*** RECORDS FOR THIS TASK Section Begins ***
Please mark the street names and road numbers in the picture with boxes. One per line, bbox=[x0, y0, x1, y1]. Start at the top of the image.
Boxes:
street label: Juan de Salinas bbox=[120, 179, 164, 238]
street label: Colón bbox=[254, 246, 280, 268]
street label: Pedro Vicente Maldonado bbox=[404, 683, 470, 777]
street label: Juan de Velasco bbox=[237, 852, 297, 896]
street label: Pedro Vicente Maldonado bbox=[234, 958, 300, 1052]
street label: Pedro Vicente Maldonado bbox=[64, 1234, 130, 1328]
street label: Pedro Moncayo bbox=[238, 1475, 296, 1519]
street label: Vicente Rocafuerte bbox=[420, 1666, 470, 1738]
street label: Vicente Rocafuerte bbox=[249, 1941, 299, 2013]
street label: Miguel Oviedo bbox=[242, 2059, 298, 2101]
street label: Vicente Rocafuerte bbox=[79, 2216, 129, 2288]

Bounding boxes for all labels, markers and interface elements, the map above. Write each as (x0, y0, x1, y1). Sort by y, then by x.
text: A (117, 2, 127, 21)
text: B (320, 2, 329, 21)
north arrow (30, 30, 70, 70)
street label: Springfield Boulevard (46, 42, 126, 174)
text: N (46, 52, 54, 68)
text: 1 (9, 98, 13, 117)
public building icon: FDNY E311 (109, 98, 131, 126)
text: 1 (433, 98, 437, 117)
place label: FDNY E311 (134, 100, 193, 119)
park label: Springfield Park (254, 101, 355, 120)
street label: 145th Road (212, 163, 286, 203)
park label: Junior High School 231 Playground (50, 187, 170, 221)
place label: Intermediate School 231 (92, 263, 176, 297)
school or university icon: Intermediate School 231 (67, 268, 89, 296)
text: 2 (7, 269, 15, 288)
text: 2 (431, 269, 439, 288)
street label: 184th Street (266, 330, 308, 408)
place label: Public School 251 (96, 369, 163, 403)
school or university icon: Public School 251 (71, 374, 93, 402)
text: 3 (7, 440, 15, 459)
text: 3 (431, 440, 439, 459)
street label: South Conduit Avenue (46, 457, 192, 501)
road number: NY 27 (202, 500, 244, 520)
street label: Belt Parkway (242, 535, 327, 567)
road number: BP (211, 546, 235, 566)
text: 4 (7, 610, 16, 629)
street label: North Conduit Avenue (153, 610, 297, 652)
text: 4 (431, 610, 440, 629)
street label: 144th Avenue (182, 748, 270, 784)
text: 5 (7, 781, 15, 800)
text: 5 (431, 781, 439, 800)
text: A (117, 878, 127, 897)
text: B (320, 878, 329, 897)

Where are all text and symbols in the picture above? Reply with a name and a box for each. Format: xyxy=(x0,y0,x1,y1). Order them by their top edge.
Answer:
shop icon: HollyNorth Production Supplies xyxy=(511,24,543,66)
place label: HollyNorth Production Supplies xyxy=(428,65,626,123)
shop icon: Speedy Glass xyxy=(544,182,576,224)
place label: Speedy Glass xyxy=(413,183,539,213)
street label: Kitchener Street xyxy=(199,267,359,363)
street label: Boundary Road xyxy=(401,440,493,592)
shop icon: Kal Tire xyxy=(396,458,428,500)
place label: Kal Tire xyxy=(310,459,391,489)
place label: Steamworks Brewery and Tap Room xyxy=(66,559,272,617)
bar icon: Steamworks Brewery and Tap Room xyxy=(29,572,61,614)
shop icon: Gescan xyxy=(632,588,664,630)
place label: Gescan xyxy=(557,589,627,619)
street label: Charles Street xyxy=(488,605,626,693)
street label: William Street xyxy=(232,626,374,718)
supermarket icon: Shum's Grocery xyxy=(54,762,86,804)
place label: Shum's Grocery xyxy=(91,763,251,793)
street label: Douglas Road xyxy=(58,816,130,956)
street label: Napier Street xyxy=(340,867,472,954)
*** RECORDS FOR THIS TASK Section Ends ***
■ EXERCISE REQUIREMENTS
Examine the records and pull out every line where the string "picture" occurs.

■ ANSWER SPACE
Please mark the street names and road numbers in the picture with boxes. One per line, bbox=[x0, y0, x1, y1]. Start at the top of the image.
Where are all text and symbols in the picture above? Reply with a name and a box for each. Format: xyxy=(x0,y0,x1,y1). Order them by their top edge.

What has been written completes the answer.